Economy is Extraordinarily Ordinary, says Westpac
last updated 21/02/2021
20 February 2019 – The latest Westpac Economic Overview, published today, says that the economy is unusually average at the moment. Where will it go from here?
Right now, the New Zealand economy is in an extraordinarily ordinary position. Unemployment, inflation and the exchange rate are all close to average or neutral levels. And the output gap tells us the economy is running neither above nor below its capacity ‘speed limit’.
‘Such a balanced situation is something normally seen in economics textbooks, not real life,’ says Dominick Stephens, Westpac’s Chief Economist, in the introduction to the latest Westpac Economic Overview. ‘The big question is whether the next phase for the economy is up, down or sideways from here.’
According to the Overview, ‘The global economy is slowing, but we think financial markets and newswires are overplaying the downside risks.

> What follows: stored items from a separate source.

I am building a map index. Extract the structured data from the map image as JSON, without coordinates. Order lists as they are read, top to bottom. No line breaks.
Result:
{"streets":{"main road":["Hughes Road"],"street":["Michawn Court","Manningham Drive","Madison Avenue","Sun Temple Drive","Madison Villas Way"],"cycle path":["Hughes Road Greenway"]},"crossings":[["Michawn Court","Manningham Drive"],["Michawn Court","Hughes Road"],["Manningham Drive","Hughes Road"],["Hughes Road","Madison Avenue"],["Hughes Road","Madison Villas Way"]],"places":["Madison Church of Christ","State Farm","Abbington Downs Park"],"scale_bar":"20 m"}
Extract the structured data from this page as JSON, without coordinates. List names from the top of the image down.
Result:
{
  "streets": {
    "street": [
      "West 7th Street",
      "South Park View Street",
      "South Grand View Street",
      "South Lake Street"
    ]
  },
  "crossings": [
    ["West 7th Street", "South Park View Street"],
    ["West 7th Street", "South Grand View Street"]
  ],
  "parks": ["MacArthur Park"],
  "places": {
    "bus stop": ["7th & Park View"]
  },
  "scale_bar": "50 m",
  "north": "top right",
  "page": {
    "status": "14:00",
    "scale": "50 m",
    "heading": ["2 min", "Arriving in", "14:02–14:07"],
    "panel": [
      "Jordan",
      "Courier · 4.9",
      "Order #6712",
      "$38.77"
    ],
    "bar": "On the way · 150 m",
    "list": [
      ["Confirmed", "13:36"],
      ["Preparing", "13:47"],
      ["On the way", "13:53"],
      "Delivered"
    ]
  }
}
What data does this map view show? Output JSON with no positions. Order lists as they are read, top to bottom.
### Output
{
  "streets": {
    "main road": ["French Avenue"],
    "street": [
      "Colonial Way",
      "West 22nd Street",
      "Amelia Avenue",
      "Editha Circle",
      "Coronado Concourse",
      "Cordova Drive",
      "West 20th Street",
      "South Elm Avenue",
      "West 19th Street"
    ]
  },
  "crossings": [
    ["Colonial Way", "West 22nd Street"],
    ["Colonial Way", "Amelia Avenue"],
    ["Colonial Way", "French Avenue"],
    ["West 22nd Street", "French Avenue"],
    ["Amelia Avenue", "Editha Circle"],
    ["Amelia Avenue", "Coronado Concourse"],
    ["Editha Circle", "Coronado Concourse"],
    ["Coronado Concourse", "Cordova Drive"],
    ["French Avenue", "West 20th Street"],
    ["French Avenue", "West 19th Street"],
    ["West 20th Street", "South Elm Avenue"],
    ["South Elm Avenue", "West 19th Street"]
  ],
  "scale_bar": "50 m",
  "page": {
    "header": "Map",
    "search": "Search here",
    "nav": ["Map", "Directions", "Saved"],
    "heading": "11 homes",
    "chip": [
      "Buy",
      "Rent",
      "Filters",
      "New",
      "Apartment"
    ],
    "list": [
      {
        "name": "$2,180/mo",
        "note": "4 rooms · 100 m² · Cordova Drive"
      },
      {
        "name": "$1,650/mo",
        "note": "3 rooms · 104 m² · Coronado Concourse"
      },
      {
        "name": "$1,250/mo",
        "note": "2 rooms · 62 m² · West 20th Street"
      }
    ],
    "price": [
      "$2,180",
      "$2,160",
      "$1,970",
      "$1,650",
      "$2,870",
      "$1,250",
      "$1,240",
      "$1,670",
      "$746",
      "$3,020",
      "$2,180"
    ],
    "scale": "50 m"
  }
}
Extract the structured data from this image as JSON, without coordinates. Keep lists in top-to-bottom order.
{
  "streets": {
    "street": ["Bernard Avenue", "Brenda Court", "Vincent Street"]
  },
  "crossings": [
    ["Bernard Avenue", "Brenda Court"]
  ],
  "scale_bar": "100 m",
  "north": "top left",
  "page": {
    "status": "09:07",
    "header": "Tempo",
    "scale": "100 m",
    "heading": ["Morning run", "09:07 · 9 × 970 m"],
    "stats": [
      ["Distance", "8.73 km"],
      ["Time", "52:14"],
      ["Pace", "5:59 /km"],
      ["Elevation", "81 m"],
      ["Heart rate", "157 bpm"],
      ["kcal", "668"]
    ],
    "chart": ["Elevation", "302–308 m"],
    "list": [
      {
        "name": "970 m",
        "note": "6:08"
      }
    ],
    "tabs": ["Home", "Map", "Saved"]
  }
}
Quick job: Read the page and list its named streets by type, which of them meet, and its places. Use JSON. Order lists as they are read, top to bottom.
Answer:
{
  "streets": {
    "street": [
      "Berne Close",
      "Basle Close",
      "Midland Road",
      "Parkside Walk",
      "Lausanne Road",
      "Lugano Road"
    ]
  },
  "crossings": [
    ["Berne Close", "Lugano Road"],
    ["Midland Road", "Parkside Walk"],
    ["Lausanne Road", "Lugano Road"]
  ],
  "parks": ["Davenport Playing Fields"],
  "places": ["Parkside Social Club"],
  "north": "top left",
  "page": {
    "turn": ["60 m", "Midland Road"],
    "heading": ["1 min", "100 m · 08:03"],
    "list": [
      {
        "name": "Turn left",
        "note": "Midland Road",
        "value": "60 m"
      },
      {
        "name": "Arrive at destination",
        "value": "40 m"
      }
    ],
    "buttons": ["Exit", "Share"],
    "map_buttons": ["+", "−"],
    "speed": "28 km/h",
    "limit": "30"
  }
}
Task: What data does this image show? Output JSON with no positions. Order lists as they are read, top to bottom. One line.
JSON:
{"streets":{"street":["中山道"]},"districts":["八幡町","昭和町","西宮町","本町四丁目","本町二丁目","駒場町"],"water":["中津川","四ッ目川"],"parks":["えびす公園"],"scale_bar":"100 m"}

The slowdown to date has been very consistent with our earlier forecasts. We expect global growth will keep ticking over, just not as vigorously as the 2017 peak. Crucially, we still expect the US Federal Reserve will lift interest rates this year, whereas financial markets have gone off the idea. If we are right, the New Zealand dollar/US dollar exchange rate will fall.’
‘In New Zealand there was a clear economic slowdown in late 2018, and it was deeper than we expected. But we expect momentum will be regained this year. Petrol prices have unwound most of their previous spike, which will allow bruised household wallets to heal. Government spending and a successful farm sector will be the other key drivers.’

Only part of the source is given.